BEIRUT – The United Arab Emirates foreign minister met President Bashar al-Assad in Damascus on Tuesday, a sign of improving ties between Assad and a U.S.-allied Arab state that once supported rebels trying to overthrow him.
Foreign Minister Sheikh Abdullah bin Zayed is the most senior Emirati dignitary to visit Syria in the decade since the eruption of a civil war in which several Arab states backed mainly Sunni Muslim insurgents against Assad.
Washington, which opposes efforts to normalise ties with Assad or rehabilitate him until progress is made towards a political solution to the conflict, said it was concerned about the move by its ally the UAE.
The foreign minister led a delegation of senior Emirati officials that discussed bilateral relations and cooperation in a meeting with Syrian counterparts, a statement by the Syrian presidency said.
The participants discussed exploring “new horizons for this cooperation, especially in vital sectors in order to strengthen investment partnerships in these sectors”, the statement said.
Sheikh Abdullah underlined in his meeting with Assad “UAE’s keenness on the security, stability and unity of Syria,” UAE’s state news agency WAM said.
He also stressed the “UAE’s support for all efforts made to end the Syrian crisis, consolidate stability in the country, and meet the aspirations of the brotherly Syrian people,” WAM reported.

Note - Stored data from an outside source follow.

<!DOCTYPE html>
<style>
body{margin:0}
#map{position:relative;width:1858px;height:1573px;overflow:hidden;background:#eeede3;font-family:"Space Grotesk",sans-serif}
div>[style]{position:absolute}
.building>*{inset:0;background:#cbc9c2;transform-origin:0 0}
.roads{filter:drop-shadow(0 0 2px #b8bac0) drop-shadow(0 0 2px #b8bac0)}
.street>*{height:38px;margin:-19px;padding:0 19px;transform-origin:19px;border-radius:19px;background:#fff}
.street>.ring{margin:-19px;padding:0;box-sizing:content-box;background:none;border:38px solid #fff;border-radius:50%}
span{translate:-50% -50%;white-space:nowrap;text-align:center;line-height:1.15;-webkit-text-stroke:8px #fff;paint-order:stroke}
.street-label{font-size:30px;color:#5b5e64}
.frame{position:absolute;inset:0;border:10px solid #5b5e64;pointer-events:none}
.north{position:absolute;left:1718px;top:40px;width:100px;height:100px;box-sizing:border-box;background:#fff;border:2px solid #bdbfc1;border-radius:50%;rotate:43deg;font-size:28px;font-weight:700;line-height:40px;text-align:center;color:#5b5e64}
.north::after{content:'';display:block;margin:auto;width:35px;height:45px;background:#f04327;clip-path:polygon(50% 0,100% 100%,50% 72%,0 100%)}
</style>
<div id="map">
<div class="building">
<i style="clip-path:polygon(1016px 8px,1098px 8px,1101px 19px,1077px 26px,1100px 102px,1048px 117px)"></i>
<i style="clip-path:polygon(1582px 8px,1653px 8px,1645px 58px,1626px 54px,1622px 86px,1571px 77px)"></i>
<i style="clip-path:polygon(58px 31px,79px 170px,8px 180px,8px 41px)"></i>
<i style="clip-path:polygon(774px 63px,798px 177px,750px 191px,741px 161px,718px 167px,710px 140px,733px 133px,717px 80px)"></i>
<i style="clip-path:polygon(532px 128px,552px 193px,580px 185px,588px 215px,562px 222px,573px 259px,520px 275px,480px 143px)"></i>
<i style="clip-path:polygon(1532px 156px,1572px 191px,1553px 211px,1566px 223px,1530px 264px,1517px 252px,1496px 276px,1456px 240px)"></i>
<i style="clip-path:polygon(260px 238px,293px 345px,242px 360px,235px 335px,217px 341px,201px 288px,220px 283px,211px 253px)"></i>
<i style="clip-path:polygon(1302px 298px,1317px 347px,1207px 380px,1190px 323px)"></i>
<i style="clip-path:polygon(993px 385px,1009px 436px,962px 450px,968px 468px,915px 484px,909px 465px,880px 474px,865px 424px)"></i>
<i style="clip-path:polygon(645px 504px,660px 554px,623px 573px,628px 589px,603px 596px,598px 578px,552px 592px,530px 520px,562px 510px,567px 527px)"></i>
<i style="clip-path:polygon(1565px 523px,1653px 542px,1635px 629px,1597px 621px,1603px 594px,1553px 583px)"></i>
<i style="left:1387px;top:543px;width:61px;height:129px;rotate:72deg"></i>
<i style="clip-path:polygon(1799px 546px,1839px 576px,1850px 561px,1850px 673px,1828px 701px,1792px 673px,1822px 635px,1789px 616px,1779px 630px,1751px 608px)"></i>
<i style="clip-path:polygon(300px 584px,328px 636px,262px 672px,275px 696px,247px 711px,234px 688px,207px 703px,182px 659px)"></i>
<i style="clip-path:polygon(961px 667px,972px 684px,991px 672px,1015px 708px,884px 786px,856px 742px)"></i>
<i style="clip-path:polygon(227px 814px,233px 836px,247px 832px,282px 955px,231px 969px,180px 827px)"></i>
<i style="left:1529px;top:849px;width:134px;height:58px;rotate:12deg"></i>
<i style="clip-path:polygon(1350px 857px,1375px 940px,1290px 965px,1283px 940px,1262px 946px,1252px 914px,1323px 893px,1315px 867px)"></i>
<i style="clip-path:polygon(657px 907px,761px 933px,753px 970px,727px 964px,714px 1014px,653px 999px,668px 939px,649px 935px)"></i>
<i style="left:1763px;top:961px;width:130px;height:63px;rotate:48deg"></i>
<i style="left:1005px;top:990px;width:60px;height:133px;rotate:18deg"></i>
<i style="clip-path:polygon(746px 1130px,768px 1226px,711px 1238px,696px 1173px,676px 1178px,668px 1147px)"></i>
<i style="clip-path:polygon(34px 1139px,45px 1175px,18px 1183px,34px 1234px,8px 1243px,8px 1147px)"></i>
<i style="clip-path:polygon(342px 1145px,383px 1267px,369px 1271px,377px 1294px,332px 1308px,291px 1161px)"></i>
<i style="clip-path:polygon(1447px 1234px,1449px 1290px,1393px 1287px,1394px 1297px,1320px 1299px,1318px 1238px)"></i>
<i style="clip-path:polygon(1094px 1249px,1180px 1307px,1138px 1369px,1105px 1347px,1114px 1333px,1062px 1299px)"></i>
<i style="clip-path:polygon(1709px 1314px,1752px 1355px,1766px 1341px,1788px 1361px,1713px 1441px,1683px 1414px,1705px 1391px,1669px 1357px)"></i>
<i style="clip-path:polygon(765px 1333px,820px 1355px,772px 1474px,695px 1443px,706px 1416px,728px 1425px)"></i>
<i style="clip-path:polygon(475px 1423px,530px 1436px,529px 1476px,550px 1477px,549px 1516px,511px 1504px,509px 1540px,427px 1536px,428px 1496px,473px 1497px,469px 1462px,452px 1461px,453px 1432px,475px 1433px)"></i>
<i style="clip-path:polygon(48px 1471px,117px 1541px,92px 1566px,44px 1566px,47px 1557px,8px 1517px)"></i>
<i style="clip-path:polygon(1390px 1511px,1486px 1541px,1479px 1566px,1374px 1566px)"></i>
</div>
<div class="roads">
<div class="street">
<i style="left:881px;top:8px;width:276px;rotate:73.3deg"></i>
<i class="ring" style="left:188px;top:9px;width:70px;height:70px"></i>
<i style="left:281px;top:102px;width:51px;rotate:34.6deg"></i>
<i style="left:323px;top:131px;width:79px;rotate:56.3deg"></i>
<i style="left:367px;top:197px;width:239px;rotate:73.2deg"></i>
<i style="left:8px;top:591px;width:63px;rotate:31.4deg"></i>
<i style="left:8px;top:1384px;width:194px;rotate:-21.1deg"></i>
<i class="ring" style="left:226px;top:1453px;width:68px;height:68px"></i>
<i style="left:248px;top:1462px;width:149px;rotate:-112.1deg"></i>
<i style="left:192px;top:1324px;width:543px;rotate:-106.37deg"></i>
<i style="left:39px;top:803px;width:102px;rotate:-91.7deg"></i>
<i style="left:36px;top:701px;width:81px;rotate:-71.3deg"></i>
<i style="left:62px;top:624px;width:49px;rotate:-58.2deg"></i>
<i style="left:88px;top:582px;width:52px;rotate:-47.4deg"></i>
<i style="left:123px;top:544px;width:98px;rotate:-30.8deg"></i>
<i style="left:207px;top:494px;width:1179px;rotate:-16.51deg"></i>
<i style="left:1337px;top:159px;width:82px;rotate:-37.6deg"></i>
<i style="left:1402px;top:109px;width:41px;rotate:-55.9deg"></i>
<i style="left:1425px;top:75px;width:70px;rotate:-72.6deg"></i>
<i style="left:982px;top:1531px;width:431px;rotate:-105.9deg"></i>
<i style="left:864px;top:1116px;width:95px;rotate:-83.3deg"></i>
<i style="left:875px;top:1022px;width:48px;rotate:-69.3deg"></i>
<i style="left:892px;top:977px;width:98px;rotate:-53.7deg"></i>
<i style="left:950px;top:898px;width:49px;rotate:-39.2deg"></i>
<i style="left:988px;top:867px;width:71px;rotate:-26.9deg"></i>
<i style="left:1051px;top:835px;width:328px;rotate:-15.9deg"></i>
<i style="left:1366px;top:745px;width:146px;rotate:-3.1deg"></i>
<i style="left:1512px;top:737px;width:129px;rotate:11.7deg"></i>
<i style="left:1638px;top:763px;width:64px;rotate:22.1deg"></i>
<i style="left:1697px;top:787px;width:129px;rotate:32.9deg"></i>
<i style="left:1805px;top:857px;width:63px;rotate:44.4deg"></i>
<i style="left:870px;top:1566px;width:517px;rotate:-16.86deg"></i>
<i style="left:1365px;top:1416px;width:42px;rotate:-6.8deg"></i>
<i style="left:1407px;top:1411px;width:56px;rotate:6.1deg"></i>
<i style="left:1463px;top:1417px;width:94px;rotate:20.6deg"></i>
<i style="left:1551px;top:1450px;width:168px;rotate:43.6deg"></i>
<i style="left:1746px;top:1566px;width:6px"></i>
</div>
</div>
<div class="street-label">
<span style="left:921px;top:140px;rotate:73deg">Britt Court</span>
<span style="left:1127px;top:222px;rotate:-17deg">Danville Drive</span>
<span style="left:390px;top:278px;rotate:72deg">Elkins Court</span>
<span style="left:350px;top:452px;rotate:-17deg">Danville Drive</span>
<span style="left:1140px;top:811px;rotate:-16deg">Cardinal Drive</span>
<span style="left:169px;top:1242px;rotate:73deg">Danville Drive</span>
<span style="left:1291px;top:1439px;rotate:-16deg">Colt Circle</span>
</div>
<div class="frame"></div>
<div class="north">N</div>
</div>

UAE senior official Anwar Gargash, diplomatic adviser to the Emirates president, wrote on Twitter that “the UAE continues to build bridges, boost relationships, and connect what was cut off… and will be keen to spare the region further congestion and continuous conflicts.”
A correspondent for Lebanon’s al-Manar TV, which is run by Lebanon’s Hezbollah, an Assad ally, said heavy security had been observed on the road from Damascus airport to the city.
The UAE has been at the forefront of efforts by some Arab states to normalise ties with Damascus, and earlier this year called for Syria to be readmitted to the Arab League. It reopened its embassy in Damascus three years ago.
Jordan and Egypt, both U.S. allies, have also taken steps toward normalising relations since Assad, with Russian and Iranian help, defeated rebels across much of Syria, apart from some northern and eastern areas that remain outside his grasp.
U.S. State Department spokesperson Ned Price said Washington was concerned by the meeting “and the signal it sends,” and had told the UAE that it will not “support efforts to normalize or to rehabilitate Bashar al-Assad, who is a brutal dictator.”
“We urge states in the region to carefully consider the atrocities that this regime, that Bashar al-Assad himself has perpetrated on the Syrian people over the last decade, as well as the regime’s ongoing efforts to deny much of the country access to humanitarian aid and security,” Price said.
Washington has also said it will not lift sanctions, including measures that can freeze the assets of anyone dealing with Syria, regardless of nationality.
The UAE may have asked Damascus not to trumpet the visit due to sensitivities in its ties to the United States, said Joshua Landis, a Syria specialist at the University of Oklahoma. “No one wants to get their head too far over the parapet,” he said.
Last month, King Abdullah of Jordan spoke to Assad for the first time in a decade, and the border between the countries was reopened for trade. The Egyptian foreign minister also met his Syrian counterpart in September, the highest level contact between the countries since the civil war began.
“Both the UAE and Egypt have long believed that the Damascus government serves as a break on the spread of Islamist groups in the region,” Landis said. Investment is expected once Syria is readmitted to the Arab League, he added, though private firms would wait to see how the United States would respond first.